* **Work order**:
Return every line from the one with "context.save();" through the one with "M285 227 270 219 268 216V207L286 193", inclusive, exactly as it appears below.
- Opening Delimiter -
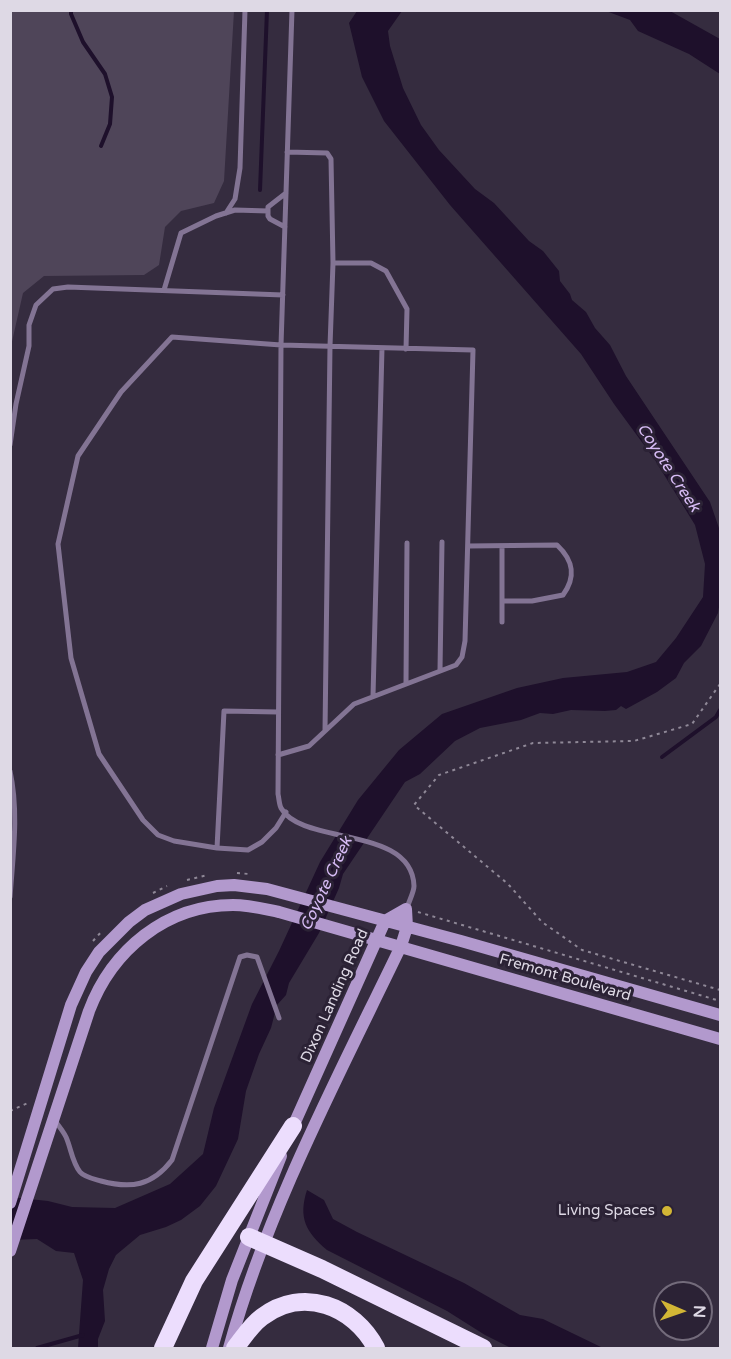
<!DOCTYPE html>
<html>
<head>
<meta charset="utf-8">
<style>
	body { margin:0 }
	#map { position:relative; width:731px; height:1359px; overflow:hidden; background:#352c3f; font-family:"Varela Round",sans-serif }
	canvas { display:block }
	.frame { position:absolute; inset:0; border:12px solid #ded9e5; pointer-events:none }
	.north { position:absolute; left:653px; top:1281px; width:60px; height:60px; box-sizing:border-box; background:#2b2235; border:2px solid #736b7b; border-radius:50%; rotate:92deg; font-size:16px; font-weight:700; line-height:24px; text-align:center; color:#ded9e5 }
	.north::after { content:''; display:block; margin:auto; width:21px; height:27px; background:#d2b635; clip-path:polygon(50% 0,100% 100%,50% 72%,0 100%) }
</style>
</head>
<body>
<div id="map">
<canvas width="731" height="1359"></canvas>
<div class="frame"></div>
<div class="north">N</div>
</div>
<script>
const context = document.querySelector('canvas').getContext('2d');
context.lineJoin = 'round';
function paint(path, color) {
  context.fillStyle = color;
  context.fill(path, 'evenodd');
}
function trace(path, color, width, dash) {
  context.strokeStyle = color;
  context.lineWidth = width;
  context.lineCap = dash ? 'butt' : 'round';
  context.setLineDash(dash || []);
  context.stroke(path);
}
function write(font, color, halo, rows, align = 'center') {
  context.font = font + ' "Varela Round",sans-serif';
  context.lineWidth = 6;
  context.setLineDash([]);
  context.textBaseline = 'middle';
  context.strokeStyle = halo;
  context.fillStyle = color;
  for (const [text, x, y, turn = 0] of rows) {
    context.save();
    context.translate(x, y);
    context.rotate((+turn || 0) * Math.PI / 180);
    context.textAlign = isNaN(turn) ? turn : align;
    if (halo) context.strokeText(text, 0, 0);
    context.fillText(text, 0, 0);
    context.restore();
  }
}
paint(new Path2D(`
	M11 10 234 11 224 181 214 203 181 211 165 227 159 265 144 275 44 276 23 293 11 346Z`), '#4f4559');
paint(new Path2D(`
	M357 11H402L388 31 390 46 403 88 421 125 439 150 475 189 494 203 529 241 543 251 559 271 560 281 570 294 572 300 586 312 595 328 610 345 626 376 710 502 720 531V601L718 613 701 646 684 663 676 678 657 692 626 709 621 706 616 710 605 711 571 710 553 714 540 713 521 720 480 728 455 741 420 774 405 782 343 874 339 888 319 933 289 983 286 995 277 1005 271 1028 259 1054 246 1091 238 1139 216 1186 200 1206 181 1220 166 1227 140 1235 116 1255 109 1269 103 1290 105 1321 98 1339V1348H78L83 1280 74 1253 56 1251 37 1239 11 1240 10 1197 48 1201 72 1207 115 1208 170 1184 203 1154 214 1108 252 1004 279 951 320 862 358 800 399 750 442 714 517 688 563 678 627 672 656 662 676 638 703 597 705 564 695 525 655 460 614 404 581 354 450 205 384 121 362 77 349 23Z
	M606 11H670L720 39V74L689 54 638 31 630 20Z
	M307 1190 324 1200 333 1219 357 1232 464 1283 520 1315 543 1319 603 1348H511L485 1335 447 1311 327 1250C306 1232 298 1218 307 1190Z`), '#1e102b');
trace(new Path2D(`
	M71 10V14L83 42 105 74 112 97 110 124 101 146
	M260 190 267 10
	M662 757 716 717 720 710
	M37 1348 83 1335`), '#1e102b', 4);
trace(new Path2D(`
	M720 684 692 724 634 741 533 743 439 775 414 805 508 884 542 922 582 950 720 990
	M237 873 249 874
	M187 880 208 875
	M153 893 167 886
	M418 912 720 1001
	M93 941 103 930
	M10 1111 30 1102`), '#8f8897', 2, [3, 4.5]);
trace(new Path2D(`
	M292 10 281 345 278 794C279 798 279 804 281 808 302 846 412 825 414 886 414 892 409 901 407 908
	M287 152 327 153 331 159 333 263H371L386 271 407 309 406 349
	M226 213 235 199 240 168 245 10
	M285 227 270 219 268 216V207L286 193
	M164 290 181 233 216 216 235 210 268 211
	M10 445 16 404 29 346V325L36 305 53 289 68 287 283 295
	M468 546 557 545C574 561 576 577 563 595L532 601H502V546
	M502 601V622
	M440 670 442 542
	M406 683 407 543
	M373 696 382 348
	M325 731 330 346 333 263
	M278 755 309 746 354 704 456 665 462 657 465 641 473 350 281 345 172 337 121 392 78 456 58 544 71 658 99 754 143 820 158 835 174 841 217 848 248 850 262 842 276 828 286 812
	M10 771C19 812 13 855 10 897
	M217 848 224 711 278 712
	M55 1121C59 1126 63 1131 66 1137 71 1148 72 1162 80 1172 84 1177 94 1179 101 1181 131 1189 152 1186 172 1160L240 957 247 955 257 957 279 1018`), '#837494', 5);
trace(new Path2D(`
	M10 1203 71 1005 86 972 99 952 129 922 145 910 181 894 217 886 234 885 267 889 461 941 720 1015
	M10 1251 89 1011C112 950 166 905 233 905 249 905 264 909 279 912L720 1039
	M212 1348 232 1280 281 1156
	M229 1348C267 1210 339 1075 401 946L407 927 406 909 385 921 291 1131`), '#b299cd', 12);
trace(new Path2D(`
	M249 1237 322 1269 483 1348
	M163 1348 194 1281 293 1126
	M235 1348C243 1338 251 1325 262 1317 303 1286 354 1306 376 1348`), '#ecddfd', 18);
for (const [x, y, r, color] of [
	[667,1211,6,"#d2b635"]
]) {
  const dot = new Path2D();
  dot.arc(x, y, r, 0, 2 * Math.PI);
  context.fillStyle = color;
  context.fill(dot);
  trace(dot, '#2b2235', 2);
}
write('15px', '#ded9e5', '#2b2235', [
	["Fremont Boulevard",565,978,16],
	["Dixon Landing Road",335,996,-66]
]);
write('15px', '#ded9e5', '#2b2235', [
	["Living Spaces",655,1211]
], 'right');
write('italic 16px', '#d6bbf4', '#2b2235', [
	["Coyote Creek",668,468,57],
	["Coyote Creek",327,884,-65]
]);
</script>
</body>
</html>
- Closing Delimiter -
- Opening Delimiter -
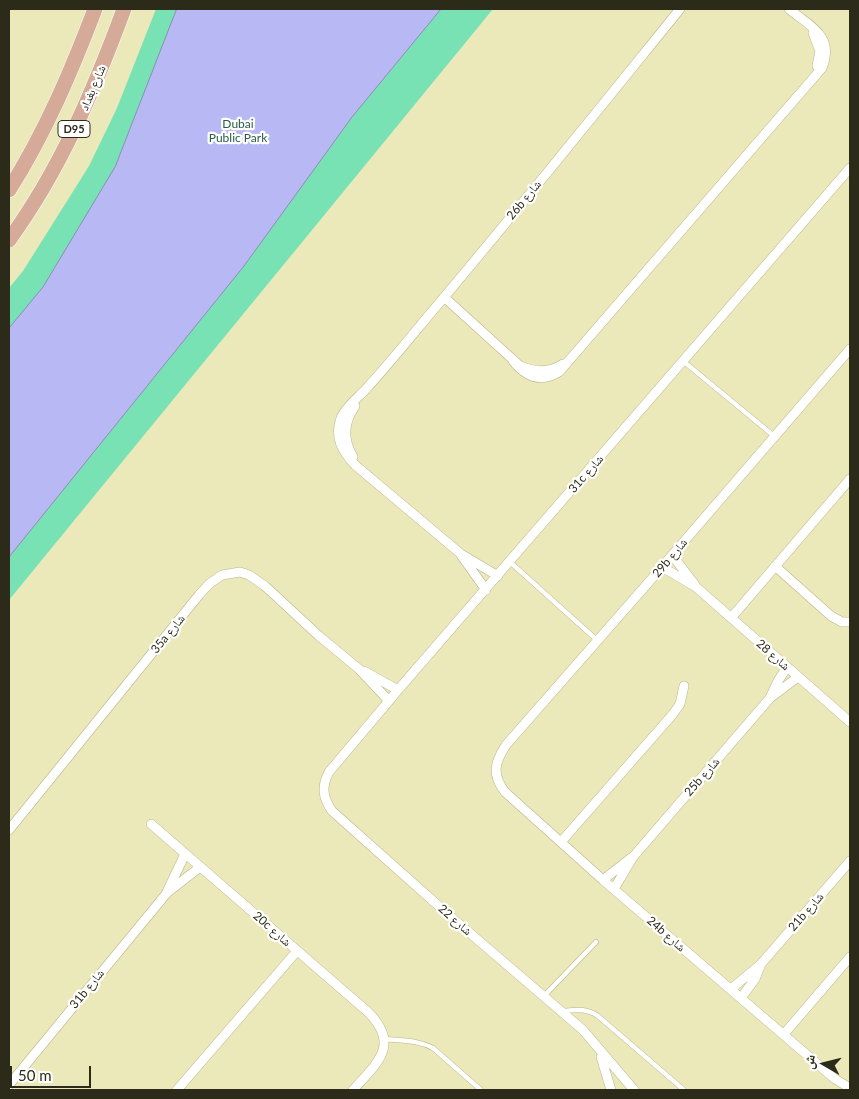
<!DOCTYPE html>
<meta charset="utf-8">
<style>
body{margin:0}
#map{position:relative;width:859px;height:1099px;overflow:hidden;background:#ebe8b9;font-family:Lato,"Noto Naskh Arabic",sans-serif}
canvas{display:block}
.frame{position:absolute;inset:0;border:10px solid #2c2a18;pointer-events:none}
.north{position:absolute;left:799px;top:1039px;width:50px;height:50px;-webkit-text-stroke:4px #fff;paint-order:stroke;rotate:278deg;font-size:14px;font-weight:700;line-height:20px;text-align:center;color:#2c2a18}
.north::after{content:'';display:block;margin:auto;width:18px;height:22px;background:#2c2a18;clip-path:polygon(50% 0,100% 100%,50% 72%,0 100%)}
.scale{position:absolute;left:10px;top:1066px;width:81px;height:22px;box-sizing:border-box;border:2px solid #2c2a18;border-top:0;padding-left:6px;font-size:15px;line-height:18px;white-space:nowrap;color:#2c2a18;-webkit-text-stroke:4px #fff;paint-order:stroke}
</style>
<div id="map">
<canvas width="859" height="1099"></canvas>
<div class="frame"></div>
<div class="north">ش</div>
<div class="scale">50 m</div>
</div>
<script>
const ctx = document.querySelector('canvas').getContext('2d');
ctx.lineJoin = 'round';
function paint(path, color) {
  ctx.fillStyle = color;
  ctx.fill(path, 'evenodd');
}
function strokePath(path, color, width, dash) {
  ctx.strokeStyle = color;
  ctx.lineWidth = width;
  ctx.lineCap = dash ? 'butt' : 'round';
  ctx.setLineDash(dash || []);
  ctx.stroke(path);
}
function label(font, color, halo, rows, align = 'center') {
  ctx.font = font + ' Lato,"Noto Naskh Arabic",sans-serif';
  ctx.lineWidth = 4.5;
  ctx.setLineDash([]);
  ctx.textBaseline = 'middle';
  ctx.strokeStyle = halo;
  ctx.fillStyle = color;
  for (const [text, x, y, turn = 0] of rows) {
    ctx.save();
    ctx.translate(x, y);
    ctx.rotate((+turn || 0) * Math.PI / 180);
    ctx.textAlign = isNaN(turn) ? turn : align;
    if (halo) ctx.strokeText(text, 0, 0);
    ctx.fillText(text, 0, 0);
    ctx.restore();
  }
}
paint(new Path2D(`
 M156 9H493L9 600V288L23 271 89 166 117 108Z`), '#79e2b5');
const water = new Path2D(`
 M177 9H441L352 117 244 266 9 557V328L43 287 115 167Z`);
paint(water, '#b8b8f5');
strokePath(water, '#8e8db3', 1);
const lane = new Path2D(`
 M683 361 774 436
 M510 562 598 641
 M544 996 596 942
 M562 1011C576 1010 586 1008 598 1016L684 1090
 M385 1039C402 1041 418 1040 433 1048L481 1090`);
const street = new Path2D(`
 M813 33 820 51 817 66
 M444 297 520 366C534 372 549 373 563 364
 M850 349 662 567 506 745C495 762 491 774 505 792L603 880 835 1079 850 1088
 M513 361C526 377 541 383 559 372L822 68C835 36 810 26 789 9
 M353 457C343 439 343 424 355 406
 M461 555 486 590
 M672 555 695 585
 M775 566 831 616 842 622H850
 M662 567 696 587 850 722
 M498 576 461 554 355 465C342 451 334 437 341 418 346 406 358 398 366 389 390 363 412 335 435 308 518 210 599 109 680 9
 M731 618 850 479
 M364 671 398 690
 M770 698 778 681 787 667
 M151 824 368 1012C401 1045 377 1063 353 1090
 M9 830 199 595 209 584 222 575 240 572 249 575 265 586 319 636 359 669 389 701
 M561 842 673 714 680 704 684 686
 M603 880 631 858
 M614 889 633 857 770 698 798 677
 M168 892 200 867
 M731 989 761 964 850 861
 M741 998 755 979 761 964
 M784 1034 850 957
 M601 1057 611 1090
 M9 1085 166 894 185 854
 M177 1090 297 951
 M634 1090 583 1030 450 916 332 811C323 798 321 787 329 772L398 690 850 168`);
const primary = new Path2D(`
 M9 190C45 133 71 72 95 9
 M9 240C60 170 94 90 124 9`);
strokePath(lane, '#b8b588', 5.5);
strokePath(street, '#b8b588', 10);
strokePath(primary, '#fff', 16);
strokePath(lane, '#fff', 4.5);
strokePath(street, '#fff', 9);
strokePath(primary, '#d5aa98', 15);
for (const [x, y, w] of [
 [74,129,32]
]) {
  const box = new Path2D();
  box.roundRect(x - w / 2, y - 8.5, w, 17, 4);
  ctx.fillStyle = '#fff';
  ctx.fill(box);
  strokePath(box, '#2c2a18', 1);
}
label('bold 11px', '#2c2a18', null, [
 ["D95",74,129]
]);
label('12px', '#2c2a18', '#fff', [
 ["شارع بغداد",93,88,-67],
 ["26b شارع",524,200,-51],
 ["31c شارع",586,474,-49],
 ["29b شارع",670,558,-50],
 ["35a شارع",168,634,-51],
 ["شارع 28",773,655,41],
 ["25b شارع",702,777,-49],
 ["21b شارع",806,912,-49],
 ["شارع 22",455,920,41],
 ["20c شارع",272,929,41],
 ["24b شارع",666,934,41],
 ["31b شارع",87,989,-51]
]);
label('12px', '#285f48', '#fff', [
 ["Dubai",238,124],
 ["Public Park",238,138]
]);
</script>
- Closing Delimiter -
* **Reply to the task**:
    context.save();
    context.translate(x, y);
    context.rotate((+turn || 0) * Math.PI / 180);
    context.textAlign = isNaN(turn) ? turn : align;
    if (halo) context.strokeText(text, 0, 0);
    context.fillText(text, 0, 0);
    context.restore();
  }
}
paint(new Path2D(`
	M11 10 234 11 224 181 214 203 181 211 165 227 159 265 144 275 44 276 23 293 11 346Z`), '#4f4559');
paint(new Path2D(`
	M357 11H402L388 31 390 46 403 88 421 125 439 150 475 189 494 203 529 241 543 251 559 271 560 281 570 294 572 300 586 312 595 328 610 345 626 376 710 502 720 531V601L718 613 701 646 684 663 676 678 657 692 626 709 621 706 616 710 605 711 571 710 553 714 540 713 521 720 480 728 455 741 420 774 405 782 343 874 339 888 319 933 289 983 286 995 277 1005 271 1028 259 1054 246 1091 238 1139 216 1186 200 1206 181 1220 166 1227 140 1235 116 1255 109 1269 103 1290 105 1321 98 1339V1348H78L83 1280 74 1253 56 1251 37 1239 11 1240 10 1197 48 1201 72 1207 115 1208 170 1184 203 1154 214 1108 252 1004 279 951 320 862 358 800 399 750 442 714 517 688 563 678 627 672 656 662 676 638 703 597 705 564 695 525 655 460 614 404 581 354 450 205 384 121 362 77 349 23Z
	M606 11H670L720 39V74L689 54 638 31 630 20Z
	M307 1190 324 1200 333 1219 357 1232 464 1283 520 1315 543 1319 603 1348H511L485 1335 447 1311 327 1250C306 1232 298 1218 307 1190Z`), '#1e102b');
trace(new Path2D(`
	M71 10V14L83 42 105 74 112 97 110 124 101 146
	M260 190 267 10
	M662 757 716 717 720 710
	M37 1348 83 1335`), '#1e102b', 4);
trace(new Path2D(`
	M720 684 692 724 634 741 533 743 439 775 414 805 508 884 542 922 582 950 720 990
	M237 873 249 874
	M187 880 208 875
	M153 893 167 886
	M418 912 720 1001
	M93 941 103 930
	M10 1111 30 1102`), '#8f8897', 2, [3, 4.5]);
trace(new Path2D(`
	M292 10 281 345 278 794C279 798 279 804 281 808 302 846 412 825 414 886 414 892 409 901 407 908
	M287 152 327 153 331 159 333 263H371L386 271 407 309 406 349
	M226 213 235 199 240 168 245 10
	M285 227 270 219 268 216V207L286 193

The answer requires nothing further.